> **EXERCISE PROMPT**
Where the records below begin, start copying, and stop after the line that contains "0 6px,transparent 0"; reproduce every line exactly but omit pictures.

[Stored items]
○ ○ ○ ○ ○

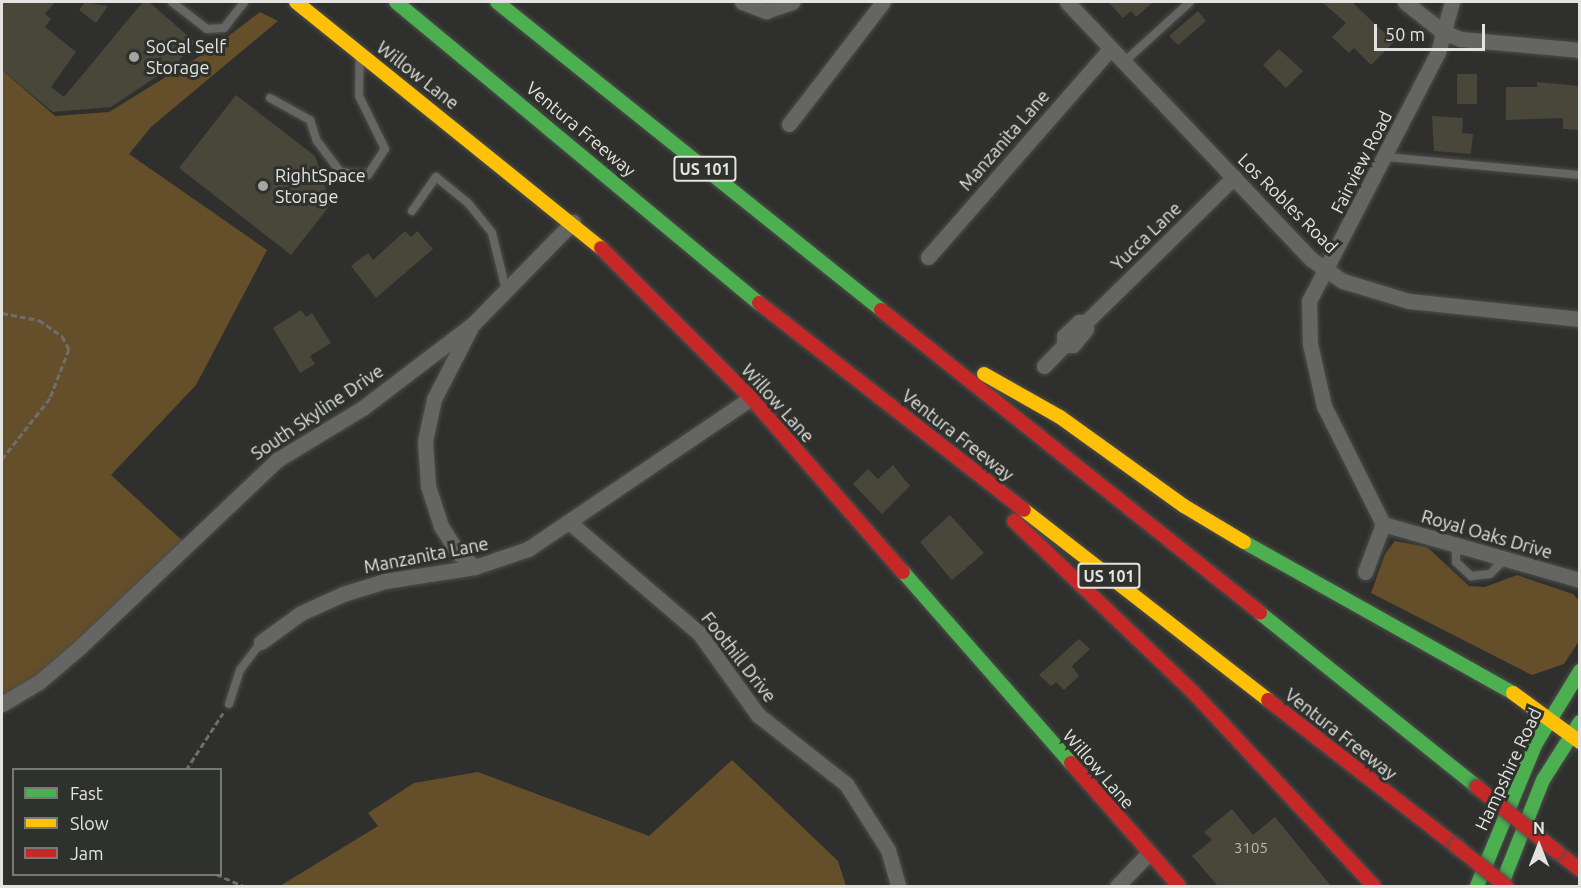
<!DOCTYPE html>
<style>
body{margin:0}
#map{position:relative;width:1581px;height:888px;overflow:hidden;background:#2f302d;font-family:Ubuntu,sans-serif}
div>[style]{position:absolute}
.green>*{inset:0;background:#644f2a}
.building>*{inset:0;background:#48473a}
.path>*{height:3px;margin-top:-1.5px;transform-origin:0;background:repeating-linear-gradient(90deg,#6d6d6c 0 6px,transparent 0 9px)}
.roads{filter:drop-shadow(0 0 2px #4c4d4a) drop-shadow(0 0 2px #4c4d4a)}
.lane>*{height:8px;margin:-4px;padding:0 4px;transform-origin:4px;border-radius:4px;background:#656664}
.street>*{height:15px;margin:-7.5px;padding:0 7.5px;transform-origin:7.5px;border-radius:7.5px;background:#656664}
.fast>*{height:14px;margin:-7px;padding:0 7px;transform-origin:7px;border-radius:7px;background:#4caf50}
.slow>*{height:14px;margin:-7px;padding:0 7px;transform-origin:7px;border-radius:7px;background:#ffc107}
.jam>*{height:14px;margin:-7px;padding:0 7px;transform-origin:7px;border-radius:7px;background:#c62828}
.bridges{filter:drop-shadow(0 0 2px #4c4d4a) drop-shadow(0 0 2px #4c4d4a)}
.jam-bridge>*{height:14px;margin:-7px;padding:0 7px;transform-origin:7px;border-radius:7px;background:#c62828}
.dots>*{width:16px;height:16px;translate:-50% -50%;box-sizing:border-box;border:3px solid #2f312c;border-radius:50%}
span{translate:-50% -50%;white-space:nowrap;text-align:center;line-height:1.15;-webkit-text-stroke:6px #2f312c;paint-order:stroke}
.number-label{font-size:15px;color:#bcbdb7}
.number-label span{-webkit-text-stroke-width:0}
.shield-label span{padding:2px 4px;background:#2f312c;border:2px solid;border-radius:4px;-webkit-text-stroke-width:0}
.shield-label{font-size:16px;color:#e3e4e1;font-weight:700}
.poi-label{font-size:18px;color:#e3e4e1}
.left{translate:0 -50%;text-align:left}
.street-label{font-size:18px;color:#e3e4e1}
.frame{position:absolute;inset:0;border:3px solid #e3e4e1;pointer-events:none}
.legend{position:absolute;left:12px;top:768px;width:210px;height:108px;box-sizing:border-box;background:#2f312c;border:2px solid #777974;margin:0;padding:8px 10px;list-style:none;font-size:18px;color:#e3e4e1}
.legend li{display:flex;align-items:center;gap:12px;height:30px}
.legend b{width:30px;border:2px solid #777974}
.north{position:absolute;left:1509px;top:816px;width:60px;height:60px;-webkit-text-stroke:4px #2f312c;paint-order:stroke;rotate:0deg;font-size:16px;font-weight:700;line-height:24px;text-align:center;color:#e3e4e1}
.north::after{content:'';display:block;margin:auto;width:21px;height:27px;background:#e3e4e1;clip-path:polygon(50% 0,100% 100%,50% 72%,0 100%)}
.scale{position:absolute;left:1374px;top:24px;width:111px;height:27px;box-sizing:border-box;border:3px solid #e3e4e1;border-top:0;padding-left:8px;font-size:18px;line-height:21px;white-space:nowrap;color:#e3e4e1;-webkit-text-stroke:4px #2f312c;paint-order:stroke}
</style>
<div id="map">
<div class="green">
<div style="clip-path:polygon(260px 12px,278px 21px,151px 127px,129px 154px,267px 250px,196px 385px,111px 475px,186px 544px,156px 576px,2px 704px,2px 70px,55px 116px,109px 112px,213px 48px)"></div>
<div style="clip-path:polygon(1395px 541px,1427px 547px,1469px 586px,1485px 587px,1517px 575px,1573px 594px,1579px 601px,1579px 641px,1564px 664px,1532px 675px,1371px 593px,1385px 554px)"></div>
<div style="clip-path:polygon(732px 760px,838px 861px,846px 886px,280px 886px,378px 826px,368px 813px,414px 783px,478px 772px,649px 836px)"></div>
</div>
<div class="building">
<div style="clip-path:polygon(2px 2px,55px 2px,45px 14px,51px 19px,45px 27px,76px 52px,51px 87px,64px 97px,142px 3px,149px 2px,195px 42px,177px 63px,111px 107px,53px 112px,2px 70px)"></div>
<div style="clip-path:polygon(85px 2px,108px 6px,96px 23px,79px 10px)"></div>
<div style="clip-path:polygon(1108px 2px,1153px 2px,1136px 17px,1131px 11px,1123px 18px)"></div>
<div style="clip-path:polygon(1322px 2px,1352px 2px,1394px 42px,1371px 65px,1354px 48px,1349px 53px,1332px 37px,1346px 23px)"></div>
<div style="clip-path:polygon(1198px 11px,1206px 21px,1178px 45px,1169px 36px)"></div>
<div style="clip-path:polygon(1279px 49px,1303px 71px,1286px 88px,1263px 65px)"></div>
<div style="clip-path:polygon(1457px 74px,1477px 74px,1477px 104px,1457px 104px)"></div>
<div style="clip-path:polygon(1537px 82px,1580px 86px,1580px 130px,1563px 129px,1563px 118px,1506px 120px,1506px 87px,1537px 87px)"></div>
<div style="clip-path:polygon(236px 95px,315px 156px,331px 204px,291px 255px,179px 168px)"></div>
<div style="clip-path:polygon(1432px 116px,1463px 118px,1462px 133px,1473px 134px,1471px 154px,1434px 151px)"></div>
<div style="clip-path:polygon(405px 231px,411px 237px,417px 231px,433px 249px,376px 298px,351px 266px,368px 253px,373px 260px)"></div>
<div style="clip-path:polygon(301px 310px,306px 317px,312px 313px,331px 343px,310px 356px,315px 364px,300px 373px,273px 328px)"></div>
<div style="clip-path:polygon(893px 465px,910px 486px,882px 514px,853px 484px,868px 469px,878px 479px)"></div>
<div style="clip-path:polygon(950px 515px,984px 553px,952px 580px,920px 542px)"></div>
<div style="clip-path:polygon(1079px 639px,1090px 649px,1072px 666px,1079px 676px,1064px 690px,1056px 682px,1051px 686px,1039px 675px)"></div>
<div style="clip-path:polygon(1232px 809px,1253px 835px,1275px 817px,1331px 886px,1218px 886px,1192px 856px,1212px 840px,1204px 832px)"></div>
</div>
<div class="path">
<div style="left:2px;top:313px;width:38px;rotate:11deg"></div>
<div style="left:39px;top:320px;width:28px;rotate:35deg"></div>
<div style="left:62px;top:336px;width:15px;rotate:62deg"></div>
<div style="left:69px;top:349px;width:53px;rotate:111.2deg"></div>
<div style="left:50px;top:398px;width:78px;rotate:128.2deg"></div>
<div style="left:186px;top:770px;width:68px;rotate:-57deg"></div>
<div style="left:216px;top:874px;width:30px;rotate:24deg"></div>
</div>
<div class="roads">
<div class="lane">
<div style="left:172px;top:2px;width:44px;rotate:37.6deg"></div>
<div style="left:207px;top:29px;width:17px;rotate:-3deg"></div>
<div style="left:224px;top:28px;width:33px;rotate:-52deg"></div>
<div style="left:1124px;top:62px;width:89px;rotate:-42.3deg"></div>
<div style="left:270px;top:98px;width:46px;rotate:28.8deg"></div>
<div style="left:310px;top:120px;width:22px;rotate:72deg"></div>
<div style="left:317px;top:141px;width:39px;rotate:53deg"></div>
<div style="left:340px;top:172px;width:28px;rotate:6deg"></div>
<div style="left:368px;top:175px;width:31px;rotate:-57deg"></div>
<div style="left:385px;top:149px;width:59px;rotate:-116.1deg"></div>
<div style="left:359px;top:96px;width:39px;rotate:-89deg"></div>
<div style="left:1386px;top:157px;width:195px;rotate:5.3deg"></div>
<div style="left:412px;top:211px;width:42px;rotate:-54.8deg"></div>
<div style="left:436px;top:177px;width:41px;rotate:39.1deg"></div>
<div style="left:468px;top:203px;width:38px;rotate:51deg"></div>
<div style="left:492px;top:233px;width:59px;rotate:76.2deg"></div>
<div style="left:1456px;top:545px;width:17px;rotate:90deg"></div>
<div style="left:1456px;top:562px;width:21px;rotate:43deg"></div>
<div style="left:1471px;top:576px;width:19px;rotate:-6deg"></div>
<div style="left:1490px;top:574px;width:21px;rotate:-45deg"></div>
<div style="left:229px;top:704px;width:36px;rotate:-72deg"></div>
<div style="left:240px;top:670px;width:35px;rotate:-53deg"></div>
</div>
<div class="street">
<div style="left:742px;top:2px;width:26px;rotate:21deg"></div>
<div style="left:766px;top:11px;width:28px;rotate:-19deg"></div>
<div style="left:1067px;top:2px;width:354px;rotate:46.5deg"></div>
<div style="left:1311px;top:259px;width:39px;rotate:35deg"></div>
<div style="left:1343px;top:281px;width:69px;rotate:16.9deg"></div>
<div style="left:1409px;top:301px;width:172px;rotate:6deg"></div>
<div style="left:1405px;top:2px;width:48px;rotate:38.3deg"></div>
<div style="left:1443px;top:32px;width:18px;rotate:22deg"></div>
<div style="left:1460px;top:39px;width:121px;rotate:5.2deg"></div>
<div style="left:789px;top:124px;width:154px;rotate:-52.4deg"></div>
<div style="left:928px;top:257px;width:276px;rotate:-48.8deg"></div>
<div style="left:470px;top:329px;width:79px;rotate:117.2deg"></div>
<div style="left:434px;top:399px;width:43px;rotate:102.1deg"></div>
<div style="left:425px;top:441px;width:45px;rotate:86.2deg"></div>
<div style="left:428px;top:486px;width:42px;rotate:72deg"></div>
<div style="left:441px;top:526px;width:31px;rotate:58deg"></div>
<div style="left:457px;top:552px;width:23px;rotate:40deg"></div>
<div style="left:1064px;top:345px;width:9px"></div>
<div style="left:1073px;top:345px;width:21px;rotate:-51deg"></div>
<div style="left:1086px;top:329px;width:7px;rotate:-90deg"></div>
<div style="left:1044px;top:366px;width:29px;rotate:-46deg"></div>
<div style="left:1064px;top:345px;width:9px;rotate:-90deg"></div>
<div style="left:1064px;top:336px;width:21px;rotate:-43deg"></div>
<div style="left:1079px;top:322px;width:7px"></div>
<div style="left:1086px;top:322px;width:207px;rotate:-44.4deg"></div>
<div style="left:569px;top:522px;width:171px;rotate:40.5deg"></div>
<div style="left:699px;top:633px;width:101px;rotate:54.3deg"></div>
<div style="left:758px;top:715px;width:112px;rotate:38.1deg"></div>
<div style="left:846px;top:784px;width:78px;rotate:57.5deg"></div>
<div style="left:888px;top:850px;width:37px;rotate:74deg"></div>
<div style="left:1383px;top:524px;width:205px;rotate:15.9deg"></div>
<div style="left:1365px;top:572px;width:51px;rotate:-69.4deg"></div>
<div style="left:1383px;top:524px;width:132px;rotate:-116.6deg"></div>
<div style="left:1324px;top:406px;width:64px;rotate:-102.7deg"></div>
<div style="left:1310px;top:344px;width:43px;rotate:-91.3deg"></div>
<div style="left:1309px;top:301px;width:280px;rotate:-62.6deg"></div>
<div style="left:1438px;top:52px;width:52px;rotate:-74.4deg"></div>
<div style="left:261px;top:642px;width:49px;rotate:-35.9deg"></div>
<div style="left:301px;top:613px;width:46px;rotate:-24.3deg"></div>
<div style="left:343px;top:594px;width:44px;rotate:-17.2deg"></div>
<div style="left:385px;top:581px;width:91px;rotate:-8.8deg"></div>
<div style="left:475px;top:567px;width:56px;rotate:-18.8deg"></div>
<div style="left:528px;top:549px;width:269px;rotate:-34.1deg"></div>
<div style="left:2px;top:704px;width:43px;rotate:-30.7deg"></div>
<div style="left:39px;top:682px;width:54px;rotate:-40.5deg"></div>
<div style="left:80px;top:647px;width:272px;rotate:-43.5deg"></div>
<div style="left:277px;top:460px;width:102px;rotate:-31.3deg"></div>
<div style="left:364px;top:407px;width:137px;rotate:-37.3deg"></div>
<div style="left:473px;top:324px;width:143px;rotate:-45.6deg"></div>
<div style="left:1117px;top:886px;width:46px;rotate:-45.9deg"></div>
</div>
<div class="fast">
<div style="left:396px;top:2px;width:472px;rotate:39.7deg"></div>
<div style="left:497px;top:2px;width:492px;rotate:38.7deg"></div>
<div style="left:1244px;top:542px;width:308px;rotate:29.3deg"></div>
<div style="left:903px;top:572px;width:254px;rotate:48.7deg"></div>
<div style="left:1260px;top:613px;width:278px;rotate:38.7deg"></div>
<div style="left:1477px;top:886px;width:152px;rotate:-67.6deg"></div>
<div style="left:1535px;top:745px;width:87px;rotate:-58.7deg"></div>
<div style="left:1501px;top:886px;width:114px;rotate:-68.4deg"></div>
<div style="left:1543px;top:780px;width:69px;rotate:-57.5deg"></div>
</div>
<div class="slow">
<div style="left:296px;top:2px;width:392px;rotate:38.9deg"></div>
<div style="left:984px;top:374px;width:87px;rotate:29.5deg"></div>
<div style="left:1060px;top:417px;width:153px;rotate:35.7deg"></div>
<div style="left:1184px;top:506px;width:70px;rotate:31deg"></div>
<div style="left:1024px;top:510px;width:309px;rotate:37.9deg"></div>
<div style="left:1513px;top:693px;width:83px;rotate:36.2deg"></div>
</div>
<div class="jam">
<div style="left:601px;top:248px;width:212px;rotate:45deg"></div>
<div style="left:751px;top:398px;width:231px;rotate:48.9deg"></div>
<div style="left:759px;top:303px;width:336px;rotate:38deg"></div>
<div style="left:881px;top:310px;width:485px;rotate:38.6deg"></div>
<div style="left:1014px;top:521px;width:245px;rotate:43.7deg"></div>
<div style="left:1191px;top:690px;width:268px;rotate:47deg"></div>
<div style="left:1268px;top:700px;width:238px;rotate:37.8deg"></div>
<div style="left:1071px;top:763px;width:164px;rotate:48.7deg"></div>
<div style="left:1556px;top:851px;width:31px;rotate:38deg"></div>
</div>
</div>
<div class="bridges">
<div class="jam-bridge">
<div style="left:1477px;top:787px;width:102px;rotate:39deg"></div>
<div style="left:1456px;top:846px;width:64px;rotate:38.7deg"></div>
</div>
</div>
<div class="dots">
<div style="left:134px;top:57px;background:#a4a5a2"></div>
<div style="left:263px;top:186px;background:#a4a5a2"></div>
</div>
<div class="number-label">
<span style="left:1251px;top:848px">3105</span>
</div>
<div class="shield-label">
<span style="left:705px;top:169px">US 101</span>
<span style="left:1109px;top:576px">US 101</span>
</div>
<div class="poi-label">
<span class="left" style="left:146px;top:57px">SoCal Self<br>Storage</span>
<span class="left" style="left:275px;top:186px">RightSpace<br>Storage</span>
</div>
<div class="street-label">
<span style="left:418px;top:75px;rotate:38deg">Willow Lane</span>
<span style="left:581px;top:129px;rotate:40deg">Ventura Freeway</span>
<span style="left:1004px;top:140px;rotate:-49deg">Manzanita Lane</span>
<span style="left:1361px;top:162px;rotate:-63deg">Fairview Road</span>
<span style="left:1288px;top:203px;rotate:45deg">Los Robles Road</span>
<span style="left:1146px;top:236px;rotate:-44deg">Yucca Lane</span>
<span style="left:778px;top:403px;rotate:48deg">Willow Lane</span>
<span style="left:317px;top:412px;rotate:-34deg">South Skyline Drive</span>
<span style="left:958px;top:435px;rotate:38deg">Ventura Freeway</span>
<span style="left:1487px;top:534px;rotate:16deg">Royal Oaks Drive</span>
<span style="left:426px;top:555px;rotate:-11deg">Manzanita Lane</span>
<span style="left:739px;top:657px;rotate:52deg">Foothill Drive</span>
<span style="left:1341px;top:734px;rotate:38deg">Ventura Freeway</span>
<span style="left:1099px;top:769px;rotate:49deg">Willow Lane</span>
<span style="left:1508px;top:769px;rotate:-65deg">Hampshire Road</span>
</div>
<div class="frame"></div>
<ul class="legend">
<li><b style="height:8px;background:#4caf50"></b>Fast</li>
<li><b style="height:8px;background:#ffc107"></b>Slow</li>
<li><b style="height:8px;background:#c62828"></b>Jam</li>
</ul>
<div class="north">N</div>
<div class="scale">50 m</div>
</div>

○ ○ ○ ○ ○

> **WRITTEN ANSWER**
<!DOCTYPE html>
<style>
body{margin:0}
#map{position:relative;width:1581px;height:888px;overflow:hidden;background:#2f302d;font-family:Ubuntu,sans-serif}
div>[style]{position:absolute}
.green>*{inset:0;background:#644f2a}
.building>*{inset:0;background:#48473a}
.path>*{height:3px;margin-top:-1.5px;transform-origin:0;background:repeating-linear-gradient(90deg,#6d6d6c 0 6px,transparent 0 9px)}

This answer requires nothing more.